Task prompt
Exactly and only the lines from the first entry through the line with "function strokePath(path, color, width, dash)" should be copied, both ends included, with no pictures.

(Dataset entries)
..............................

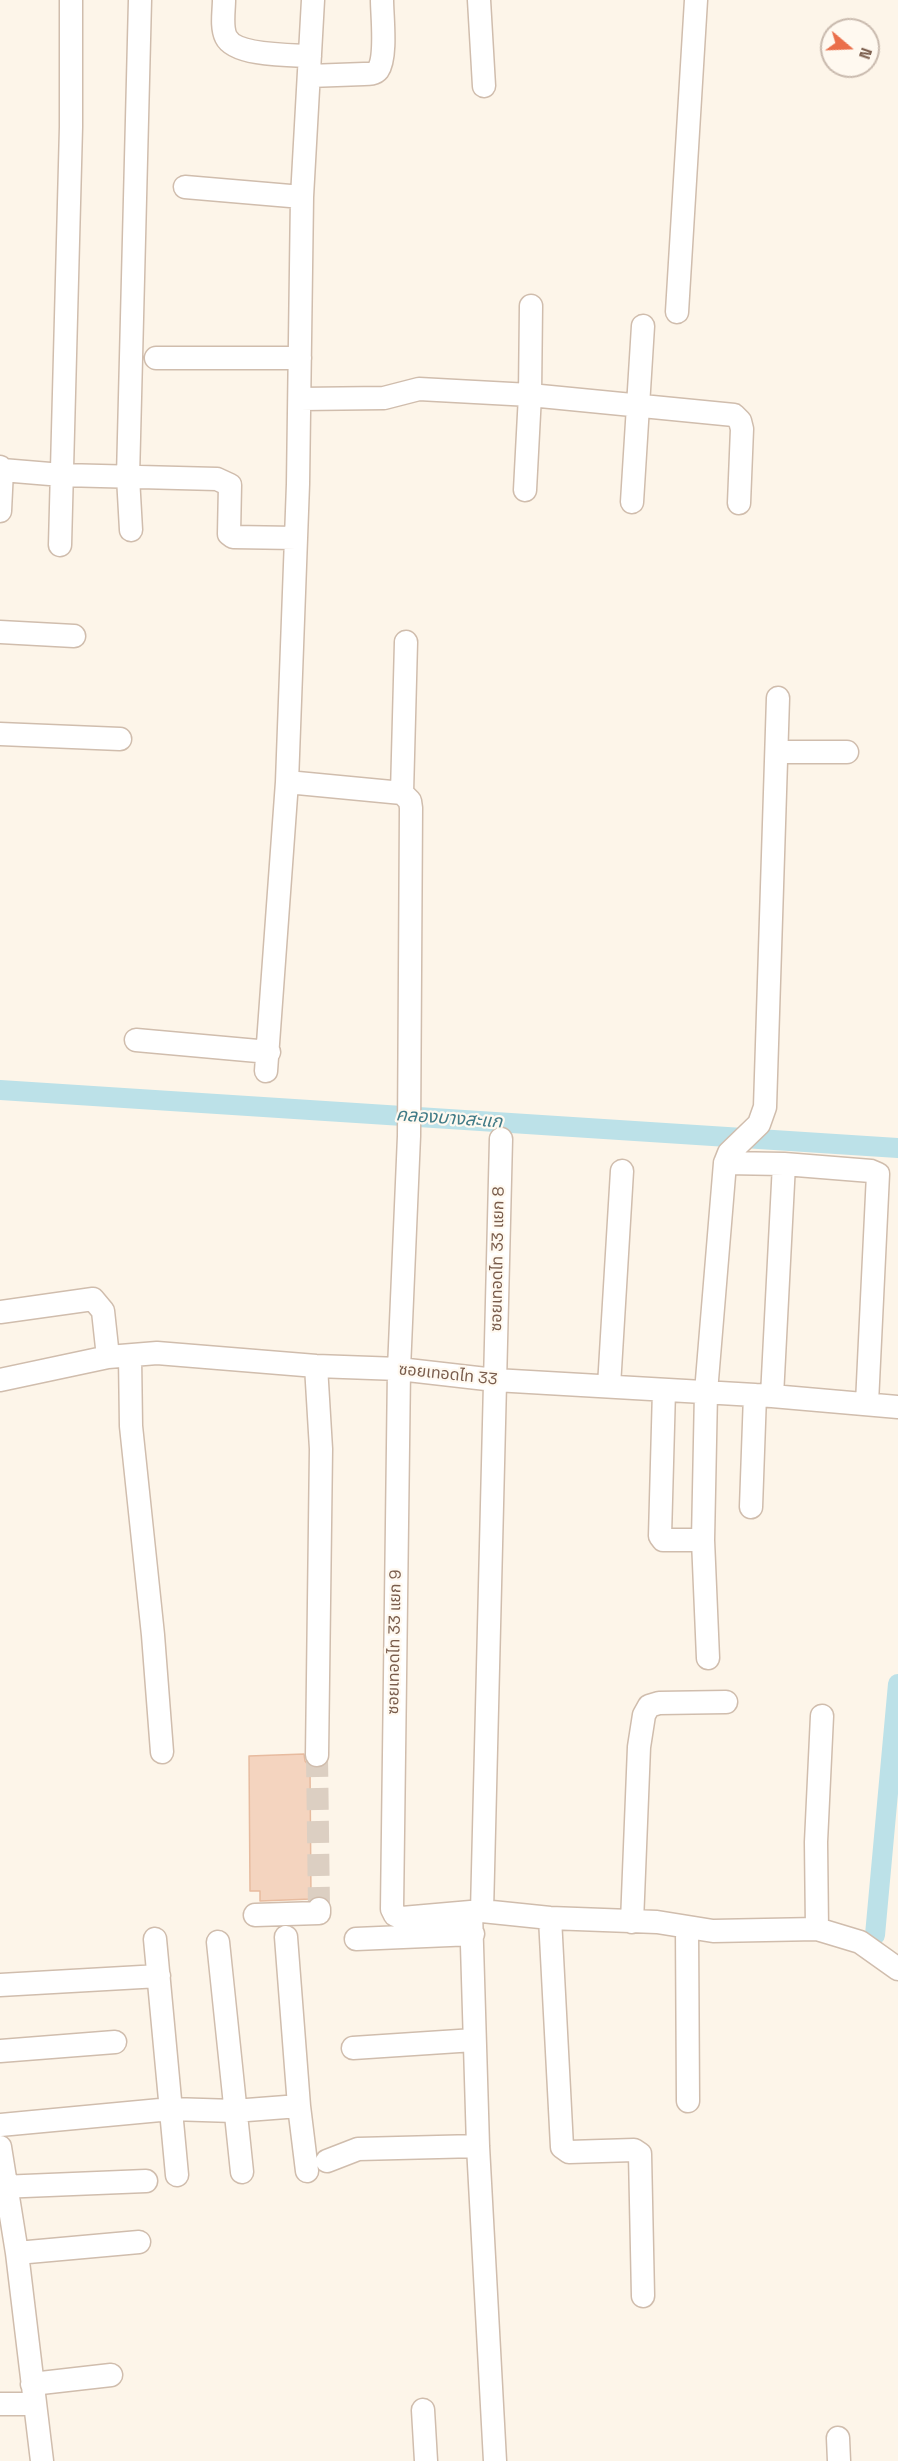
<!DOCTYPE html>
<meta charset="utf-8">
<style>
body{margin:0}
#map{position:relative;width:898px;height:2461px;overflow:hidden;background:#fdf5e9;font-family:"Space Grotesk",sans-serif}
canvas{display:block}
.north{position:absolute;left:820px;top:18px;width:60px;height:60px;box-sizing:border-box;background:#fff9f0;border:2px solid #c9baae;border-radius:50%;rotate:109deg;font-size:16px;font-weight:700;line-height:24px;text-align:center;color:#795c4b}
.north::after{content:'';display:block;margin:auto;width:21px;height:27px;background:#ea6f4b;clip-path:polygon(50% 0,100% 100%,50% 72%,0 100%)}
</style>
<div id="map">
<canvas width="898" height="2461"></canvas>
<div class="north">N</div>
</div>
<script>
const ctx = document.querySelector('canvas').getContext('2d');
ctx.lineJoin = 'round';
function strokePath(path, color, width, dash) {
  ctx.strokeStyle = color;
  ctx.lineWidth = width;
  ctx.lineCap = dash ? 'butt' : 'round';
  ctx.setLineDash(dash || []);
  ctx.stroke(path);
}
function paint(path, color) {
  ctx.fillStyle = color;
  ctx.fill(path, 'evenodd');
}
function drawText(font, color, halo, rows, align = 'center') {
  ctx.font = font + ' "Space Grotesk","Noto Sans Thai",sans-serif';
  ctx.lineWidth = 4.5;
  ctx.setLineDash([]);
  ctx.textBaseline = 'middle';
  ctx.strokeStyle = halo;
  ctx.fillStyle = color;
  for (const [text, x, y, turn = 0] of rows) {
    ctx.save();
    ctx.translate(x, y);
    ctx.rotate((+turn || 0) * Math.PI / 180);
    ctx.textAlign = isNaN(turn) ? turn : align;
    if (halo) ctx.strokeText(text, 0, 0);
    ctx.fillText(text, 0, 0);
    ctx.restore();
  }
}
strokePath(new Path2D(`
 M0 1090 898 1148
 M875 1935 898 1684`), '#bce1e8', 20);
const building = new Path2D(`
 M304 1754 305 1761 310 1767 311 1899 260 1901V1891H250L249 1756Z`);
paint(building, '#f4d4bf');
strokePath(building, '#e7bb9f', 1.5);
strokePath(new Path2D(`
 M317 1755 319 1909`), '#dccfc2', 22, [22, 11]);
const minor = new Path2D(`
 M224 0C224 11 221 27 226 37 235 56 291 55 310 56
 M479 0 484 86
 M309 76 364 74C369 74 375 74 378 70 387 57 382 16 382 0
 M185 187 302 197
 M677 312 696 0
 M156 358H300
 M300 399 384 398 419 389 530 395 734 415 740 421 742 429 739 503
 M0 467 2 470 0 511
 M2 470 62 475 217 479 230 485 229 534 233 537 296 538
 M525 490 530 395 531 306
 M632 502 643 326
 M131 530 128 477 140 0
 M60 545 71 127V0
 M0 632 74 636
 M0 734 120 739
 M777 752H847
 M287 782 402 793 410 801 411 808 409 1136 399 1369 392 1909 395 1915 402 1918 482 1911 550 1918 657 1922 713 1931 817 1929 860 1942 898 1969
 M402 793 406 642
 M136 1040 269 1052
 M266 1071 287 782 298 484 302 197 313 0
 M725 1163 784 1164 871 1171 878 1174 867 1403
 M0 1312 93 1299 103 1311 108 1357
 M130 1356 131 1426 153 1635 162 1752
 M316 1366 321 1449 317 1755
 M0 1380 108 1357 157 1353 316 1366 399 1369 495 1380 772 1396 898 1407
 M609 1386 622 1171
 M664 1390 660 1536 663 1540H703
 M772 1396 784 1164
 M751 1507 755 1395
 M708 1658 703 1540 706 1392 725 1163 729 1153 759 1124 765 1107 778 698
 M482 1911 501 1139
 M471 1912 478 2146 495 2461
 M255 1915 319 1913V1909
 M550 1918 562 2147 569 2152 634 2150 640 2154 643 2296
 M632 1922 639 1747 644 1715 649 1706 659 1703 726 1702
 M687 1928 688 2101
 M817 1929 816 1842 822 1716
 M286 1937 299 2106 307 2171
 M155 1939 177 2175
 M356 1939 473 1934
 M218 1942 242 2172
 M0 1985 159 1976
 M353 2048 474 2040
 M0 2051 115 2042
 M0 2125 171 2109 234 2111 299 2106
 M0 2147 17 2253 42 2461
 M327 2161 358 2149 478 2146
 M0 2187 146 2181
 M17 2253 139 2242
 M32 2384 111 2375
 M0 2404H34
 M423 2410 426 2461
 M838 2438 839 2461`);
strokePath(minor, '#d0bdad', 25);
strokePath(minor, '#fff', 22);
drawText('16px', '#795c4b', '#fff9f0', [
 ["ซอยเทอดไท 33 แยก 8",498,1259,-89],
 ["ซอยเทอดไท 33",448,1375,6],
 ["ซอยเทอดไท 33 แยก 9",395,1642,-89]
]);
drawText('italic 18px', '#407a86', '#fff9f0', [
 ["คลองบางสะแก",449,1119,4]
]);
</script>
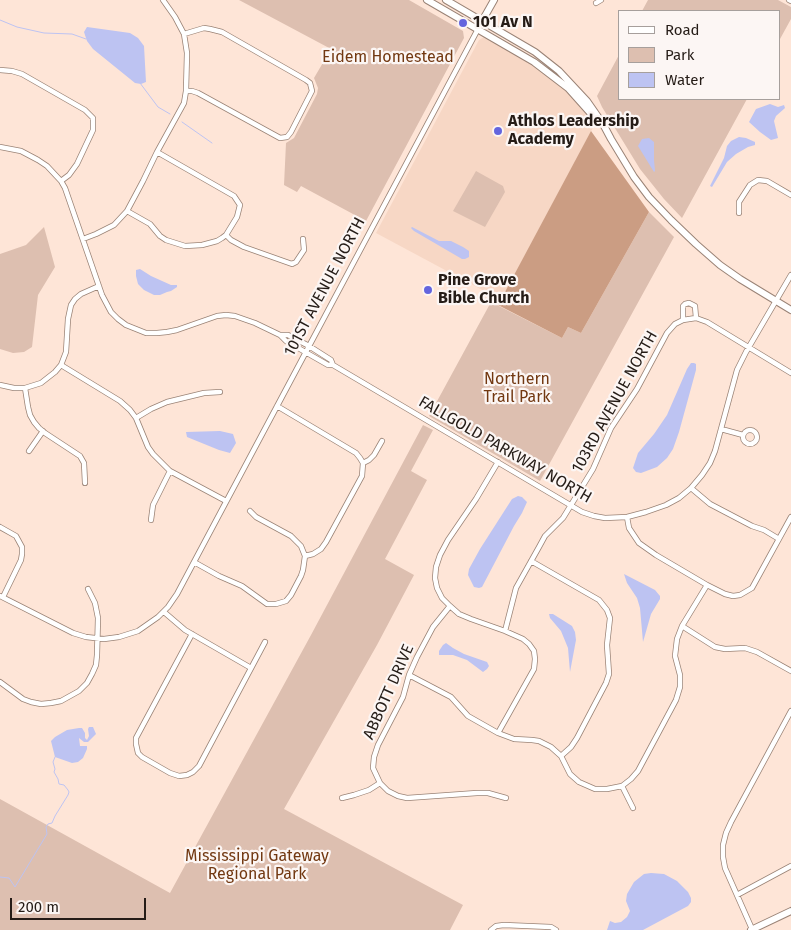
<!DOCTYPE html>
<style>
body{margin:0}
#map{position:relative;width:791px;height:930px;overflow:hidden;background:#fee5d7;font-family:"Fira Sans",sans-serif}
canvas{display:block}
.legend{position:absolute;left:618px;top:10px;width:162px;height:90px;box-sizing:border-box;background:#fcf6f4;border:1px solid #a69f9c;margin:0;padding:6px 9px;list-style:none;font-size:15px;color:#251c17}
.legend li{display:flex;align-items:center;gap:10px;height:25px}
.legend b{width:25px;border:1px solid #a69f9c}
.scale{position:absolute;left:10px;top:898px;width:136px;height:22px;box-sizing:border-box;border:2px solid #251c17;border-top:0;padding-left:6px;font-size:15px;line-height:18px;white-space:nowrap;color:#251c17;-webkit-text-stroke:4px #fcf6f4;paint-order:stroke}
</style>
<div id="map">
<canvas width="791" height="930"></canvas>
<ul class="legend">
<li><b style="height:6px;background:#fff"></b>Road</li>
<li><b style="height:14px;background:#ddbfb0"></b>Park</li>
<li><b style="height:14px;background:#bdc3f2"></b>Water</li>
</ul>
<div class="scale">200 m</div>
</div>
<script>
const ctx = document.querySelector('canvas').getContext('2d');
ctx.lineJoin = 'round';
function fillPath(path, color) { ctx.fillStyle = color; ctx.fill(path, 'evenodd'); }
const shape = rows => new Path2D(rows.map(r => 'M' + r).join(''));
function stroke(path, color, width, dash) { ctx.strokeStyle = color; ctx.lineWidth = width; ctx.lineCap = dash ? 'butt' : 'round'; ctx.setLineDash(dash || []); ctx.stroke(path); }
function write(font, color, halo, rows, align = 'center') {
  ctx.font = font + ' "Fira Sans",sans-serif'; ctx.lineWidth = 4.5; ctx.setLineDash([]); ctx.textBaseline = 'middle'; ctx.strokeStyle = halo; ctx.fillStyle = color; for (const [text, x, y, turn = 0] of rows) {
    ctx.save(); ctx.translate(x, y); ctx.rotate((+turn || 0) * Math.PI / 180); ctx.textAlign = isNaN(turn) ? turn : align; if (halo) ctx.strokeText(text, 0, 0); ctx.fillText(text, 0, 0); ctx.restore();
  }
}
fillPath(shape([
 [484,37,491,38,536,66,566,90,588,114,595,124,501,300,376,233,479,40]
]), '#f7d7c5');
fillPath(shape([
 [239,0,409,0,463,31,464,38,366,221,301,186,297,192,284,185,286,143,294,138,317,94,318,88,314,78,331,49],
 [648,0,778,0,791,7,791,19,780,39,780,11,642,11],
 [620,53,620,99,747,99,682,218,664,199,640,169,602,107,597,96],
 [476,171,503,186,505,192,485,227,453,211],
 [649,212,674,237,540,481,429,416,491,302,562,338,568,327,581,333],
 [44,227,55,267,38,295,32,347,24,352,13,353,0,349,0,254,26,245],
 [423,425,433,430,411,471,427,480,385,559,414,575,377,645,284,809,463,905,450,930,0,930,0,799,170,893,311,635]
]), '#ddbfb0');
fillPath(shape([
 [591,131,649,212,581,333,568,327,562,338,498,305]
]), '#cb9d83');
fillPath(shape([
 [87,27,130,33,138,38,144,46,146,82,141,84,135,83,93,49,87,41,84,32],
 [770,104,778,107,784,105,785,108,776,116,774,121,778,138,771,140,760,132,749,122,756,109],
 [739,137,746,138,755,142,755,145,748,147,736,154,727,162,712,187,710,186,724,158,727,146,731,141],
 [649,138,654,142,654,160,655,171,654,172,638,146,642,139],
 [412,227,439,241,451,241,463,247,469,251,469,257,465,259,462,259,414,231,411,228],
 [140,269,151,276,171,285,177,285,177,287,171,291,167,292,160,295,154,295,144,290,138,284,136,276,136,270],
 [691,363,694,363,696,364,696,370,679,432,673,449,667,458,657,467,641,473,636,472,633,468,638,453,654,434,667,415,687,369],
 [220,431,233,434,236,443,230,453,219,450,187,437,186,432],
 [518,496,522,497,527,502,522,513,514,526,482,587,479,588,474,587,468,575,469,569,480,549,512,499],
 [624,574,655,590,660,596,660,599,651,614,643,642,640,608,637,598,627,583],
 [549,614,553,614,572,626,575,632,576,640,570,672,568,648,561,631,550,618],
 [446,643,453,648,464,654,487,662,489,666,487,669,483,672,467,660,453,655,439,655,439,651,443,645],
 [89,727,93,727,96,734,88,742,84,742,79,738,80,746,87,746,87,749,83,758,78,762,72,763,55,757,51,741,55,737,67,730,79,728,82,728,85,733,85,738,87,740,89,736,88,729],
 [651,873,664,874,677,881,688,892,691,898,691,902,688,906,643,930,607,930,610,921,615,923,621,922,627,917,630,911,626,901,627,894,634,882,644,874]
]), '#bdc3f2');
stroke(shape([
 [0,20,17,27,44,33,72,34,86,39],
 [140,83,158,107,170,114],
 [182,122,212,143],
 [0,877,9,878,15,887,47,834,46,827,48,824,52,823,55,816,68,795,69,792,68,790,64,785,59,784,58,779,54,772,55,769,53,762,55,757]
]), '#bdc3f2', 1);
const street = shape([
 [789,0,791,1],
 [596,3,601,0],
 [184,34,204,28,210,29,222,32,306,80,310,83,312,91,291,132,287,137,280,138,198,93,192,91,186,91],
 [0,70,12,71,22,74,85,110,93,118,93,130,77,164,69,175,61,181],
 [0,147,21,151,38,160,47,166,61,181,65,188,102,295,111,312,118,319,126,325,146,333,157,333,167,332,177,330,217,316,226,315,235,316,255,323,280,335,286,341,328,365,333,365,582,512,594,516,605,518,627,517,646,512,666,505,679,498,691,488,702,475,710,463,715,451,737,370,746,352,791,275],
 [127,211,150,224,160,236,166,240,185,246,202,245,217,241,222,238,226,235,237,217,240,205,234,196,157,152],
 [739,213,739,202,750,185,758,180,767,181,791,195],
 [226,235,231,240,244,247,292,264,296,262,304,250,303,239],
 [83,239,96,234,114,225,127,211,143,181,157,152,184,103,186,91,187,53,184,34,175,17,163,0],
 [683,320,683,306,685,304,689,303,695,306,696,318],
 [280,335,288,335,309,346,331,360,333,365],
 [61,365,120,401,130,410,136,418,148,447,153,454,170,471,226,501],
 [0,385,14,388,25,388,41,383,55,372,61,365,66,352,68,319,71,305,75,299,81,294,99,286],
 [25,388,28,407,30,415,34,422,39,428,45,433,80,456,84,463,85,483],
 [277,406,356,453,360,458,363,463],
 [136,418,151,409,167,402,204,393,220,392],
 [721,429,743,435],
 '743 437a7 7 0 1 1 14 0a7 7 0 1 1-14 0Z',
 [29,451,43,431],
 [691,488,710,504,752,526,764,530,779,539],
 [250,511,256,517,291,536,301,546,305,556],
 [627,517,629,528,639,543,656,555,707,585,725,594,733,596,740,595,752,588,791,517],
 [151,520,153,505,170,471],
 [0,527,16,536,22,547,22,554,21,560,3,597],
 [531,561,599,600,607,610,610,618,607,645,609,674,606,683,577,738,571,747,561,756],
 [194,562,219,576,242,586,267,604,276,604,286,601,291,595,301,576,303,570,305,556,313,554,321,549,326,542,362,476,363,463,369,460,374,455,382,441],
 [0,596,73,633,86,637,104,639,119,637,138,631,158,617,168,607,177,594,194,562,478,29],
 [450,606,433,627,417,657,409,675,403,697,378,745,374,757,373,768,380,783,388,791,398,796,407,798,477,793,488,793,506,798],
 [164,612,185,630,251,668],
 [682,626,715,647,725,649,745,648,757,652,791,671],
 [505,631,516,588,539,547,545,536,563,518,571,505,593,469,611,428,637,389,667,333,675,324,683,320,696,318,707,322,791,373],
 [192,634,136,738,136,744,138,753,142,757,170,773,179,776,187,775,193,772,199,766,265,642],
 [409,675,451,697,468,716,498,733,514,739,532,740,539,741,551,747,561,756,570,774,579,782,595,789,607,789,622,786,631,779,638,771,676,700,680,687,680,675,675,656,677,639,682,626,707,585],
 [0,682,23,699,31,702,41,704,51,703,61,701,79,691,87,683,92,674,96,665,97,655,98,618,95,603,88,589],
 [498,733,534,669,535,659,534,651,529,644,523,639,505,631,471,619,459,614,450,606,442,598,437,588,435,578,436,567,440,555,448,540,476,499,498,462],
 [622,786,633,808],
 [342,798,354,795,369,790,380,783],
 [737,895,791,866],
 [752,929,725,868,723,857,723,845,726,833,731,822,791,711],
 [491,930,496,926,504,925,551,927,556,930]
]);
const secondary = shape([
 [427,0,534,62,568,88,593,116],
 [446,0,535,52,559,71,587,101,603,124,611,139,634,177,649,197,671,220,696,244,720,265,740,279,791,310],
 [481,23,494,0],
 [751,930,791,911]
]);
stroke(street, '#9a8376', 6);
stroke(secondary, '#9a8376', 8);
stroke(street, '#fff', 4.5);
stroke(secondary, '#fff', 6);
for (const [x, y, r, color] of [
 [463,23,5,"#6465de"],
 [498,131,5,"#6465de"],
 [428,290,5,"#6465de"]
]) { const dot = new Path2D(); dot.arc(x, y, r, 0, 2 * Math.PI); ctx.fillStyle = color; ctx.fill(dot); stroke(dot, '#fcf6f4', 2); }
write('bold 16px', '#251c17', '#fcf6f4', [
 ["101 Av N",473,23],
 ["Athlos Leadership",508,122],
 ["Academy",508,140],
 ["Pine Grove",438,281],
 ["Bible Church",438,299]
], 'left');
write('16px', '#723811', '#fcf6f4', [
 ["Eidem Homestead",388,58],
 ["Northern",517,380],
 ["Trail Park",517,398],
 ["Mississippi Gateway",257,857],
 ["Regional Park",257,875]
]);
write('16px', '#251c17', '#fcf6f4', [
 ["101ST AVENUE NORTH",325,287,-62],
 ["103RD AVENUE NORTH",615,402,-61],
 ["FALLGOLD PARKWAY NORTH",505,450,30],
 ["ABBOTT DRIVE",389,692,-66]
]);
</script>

..............................

Answer to this task
<!DOCTYPE html>
<meta charset="utf-8">
<style>
body{margin:0}
#map{position:relative;width:898px;height:2461px;overflow:hidden;background:#fdf5e9;font-family:"Space Grotesk",sans-serif}
canvas{display:block}
.north{position:absolute;left:820px;top:18px;width:60px;height:60px;box-sizing:border-box;background:#fff9f0;border:2px solid #c9baae;border-radius:50%;rotate:109deg;font-size:16px;font-weight:700;line-height:24px;text-align:center;color:#795c4b}
.north::after{content:'';display:block;margin:auto;width:21px;height:27px;background:#ea6f4b;clip-path:polygon(50% 0,100% 100%,50% 72%,0 100%)}
</style>
<div id="map">
<canvas width="898" height="2461"></canvas>
<div class="north">N</div>
</div>
<script>
const ctx = document.querySelector('canvas').getContext('2d');
ctx.lineJoin = 'round';
function strokePath(path, color, width, dash) {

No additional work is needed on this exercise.